A family treasure: a drawing of my parents made by my nephew Stan. It is a classic example of what my parents looked like–on vacation somewhere, with my mother’s arms full of stuff she bought.
A picture of my grandfather. He worked for a movie company for a while as an extra. This is him back in his glory days–before he became an alcoholic, wife beater, and child abuser. He was a renowned detective for the railroad and had authority and police badges in about 5 states–so he could chase and arrest bad guys… how ironic.
An example of the cheap products found in the Congo. This door handle bent because it wasn’t strong enough to open the door! We spend a lot of time replacing locks and doors and plumbing parts.

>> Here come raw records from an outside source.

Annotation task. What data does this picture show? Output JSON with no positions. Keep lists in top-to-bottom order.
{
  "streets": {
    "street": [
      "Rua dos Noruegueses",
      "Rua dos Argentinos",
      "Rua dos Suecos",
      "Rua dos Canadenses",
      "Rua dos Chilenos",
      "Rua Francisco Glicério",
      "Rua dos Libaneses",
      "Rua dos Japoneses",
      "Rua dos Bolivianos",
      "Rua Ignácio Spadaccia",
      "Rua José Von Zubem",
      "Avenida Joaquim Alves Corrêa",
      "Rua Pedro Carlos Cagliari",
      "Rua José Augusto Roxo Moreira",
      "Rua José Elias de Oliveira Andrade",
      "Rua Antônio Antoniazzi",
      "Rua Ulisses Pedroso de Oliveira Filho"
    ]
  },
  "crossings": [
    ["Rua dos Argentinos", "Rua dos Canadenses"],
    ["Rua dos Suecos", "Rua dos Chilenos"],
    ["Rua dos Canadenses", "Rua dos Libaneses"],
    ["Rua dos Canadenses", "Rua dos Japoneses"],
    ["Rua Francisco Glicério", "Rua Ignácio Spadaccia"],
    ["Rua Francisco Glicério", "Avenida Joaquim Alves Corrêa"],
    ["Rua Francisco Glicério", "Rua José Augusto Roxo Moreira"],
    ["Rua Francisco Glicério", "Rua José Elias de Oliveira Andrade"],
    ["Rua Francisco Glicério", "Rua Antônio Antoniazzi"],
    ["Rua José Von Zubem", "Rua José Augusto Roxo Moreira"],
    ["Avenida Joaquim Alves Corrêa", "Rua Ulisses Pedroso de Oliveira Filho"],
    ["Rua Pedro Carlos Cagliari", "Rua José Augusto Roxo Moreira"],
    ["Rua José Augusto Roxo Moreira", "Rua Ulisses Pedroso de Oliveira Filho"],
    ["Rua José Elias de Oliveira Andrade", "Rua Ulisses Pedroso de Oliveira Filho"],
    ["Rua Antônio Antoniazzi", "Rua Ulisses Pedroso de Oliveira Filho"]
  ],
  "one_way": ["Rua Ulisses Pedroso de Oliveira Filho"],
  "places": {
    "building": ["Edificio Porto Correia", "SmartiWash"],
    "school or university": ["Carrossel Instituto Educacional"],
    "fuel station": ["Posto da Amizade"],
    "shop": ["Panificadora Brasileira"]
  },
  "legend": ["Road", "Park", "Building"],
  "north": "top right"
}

The gate at the Golf apartment. All gates, doors, etc. have hinges welded in place. The door frames in homes (in and out) are all metal. Rather than screw the hinges in place (as in the US), all hinges are welded in place. When hinges break, you can’t just do a quick replacement–you have to get an arc-welder and re-weld a hinge in place. What a pain.
Never get tired of this. Often the taxis get so full, there is no more room for the ‘barker’ (the guy that assists the driver in getting customers, takes the money, etc.), so he simply rides on the back!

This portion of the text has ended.